Sunday, August 9, 2015

Exploring Beyond Cape Caution

The entrance to Port Alexander is lurking behind the low-lying fog.
 Vancouver Island is peaking over it.

Greywolf left Port Alexander early on July 13th.  The VHF marine weather broadcast told us we were good to go for rounding Cape Caution:  winds no higher than 15 knots (promises, promises…) and 0.8 meter seas at West Sea Otter buoy, well below the accepted 1.2 meters for a safe crossing.  

Some of you may remember us grousing last summer that West Sea Otter was “missing” on both our northbound and southbound trips.  Apparently someone found it.



I had taken Rainforest Bear’s sou'wester hat and yellow rain slicker off him in Ladysmith when it was 30 degrees.  He was a little chilly as we set out for Cape Caution, but was enjoying the adventure and didn’t want to get down to go find the hat and coat.


After we left the many islands in Queen Charlotte Straight, our course took us about two miles off shore.

We stayed off of Cape Caution in order to find deeper water. 
 The depth sounder told us we succeeded.
Cape Caution is actually a low-lying cape: not impressive looking.  The shallow sea bottom surrounding the cape is what make this passage impressive, as the water rushing in from the Pacific has no place to go.  'Gets dangerous in winter; scary and prayer-inducing in summer.  


Passing the cape about noon, we altered Greywolf's course to the northeast, heading up Rivers Inlet.

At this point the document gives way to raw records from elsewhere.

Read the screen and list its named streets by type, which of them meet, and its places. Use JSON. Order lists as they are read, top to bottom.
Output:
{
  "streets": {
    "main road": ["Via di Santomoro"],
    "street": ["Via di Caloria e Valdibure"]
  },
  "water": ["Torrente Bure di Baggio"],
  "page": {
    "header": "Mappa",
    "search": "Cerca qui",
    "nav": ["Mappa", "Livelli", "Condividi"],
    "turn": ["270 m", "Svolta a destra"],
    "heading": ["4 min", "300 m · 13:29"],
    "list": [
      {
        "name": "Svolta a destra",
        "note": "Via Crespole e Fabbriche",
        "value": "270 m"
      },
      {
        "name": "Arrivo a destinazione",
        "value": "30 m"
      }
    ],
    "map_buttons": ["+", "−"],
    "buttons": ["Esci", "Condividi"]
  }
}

A few miles up Rivers Inlet, we passed this fellow traveling 
south....the definition of “a hazard to navigation” and another
reason we don’t cruise at night.


I got a Special Dispensation to take a photo of a (former) BC ferry.  
She looked out of place tucked back in a little cove, but was doing well 
in her  new job of providing work space/living quarters for a fish camp.


Our destination for the night. 

No, it is not called Liquor Store, but for many of the customers, that is its highest and best use.  Its actual name is Dawson’s Landing.  For those of you who have done this trip with us before, you’re going to see many places we’ve already taken you, but youll meet new people.

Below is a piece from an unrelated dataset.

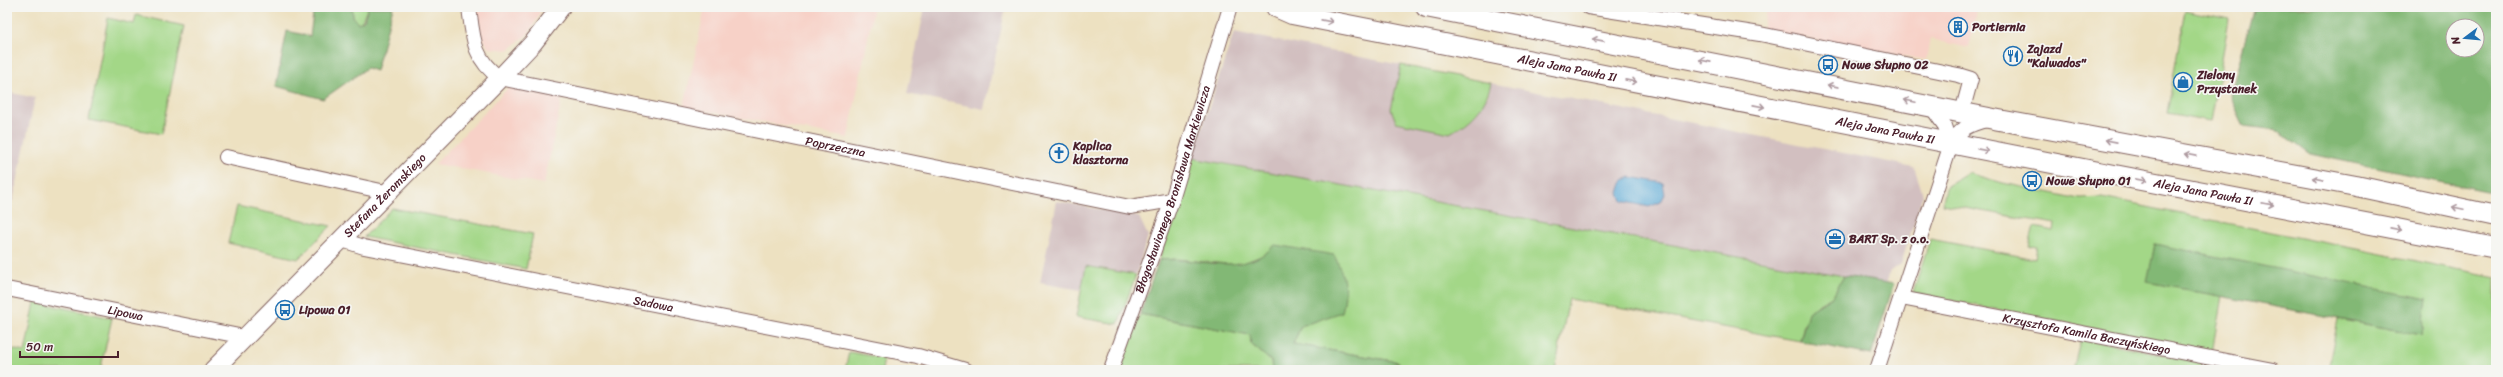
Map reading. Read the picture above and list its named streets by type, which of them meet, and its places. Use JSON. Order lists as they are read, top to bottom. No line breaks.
{"streets":{"main road":["Aleja Jana Pawła II"],"street":["Poprzeczna","Błogosławionego Bronisława Markiewicza","Stefana Żeromskiego","Sadowa","Lipowa","Krzysztofa Kamila Baczyńskiego"]},"crossings":[["Poprzeczna","Błogosławionego Bronisława Markiewicza"],["Poprzeczna","Stefana Żeromskiego"],["Stefana Żeromskiego","Sadowa"],["Stefana Żeromskiego","Lipowa"]],"places":{"building":["Portiernia"],"restaurant":["Zajazd \"Kalwados\""],"bus stop":["Nowe Słupno 02","Nowe Słupno 01","Lipowa 01"],"shop":["Zielony Przystanek"],"church":["Kaplica klasztorna"],"office":["BART Sp. z o.o."]},"scale_bar":"50 m","north":"left"}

They sell more than liquor.  We don’t know how Rob, and his wife Nola, keep the store so well stocked.  It is not as though there were hundreds of people shopping year round.  I bought the west coast’s most expensive peaches.  I guess that is how they do it, eh?

Rob was off rounding up stray logs to sell (no, not at the store…), one of the handful of jobs that make it possible for he and his family to continue to offer this convenience/necessity.



Allie, as always, was ready for dog walkies and exploring.  All of Dawson’s Landing is on log floats chained to the wall, but there is is a trail on shore. 

Amber, Rob’s daughter, who helped us tie up, told us we might want to reconsider.  A grizzly had been spotted in the area.  We would not go far.




                                                  Allie trotter down the float.......


                                                                                     .....past the restroom......                .                            


                ....to where the floats end and the boardwalk starts up the hill.  
                                     (Leash was in place by this time.)


 I’m fine just peeing here on this six squares inch of dirt.  We’re not going up any trail. 

Her Bear Detector told her not to go any farther.




In the morning, we saw Bear at a great distance (the best way).  A fellow boater said he thought Bear looked a little scrawny (as did we), until he watched Bear pick up a log and toss it in the water.  
Objects in camera view finder may be larger than 
they appear.


The only other cruising boats at the dock besides Greywolf were two Willard 40 trawlers traveling together: Saga, from Bellingham and Candor,  from Bainbridge Island, Winslow Wharf, D dock, (Greywolf lives at Winslow Wharf, A dock), and  a fellow member of Eagle Harbor Yacht Club.  We knew that Michael would be cruising on the central/north coast and were delighted to meet him, as well as Ken and Linda off of Saga in this quintessential BC coast setting. 

 We only thought these were big waters.



Sports fishermen (and fisherwomen) come to 
Dawson’s landing to rent the small cabins and 
freeze their catch.  The dock was busy that night. 


Great boat.  Clever name.  The motor is in the way; the name is Reel Nauti.  

I am a more relaxed person since I let my membership in the  Boat Name Police Association lapse.  Although there ARE this times when we see something egregious.  Maybe there is a provision for a citizen’s arrest.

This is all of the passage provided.